**PROBLEM DETAILS:** Transcribe all the data, leaving each word as it is.
Start of DATA SHOWN
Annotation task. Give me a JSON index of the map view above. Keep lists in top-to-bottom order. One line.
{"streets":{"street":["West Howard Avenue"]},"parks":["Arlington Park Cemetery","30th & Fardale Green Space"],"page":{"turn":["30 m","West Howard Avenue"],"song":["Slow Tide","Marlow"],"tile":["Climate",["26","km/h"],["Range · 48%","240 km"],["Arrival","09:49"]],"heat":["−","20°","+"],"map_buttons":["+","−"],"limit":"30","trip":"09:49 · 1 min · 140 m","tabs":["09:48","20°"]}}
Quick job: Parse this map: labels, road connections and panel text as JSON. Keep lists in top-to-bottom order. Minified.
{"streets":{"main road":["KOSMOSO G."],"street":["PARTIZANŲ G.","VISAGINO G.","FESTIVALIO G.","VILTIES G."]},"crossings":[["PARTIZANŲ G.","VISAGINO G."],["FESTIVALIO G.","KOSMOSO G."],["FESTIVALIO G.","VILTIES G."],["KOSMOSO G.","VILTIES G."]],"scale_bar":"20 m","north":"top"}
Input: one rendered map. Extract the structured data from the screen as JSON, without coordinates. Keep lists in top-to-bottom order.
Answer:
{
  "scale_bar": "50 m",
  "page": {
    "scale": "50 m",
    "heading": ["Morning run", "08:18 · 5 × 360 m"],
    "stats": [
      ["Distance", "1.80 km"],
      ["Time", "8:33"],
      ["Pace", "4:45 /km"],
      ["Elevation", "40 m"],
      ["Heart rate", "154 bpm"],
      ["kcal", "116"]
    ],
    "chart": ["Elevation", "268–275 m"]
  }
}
End of DATA SHOWN
**EXERCISE OUTPUT:**
Annotation task. Give me a JSON index of the map view above. Keep lists in top-to-bottom order. One line.
{"streets":{"street":["West Howard Avenue"]},"parks":["Arlington Park Cemetery","30th & Fardale Green Space"],"page":{"turn":["30 m","West Howard Avenue"],"song":["Slow Tide","Marlow"],"tile":["Climate",["26","km/h"],["Range · 48%","240 km"],["Arrival","09:49"]],"heat":["−","20°","+"],"map_buttons":["+","−"],"limit":"30","trip":"09:49 · 1 min · 140 m","tabs":["09:48","20°"]}}
Quick job: Parse this map: labels, road connections and panel text as JSON. Keep lists in top-to-bottom order. Minified.
{"streets":{"main road":["KOSMOSO G."],"street":["PARTIZANŲ G.","VISAGINO G.","FESTIVALIO G.","VILTIES G."]},"crossings":[["PARTIZANŲ G.","VISAGINO G."],["FESTIVALIO G.","KOSMOSO G."],["FESTIVALIO G.","VILTIES G."],["KOSMOSO G.","VILTIES G."]],"scale_bar":"20 m","north":"top"}
Input: one rendered map. Extract the structured data from the screen as JSON, without coordinates. Keep lists in top-to-bottom order.
Answer:
{
  "scale_bar": "50 m",
  "page": {
    "scale": "50 m",
    "heading": ["Morning run", "08:18 · 5 × 360 m"],
    "stats": [
      ["Distance", "1.80 km"],
      ["Time", "8:33"],
      ["Pace", "4:45 /km"],
      ["Elevation", "40 m"],
      ["Heart rate", "154 bpm"],
      ["kcal", "116"]
    ],
    "chart": ["Elevation", "268–275 m"]
  }
}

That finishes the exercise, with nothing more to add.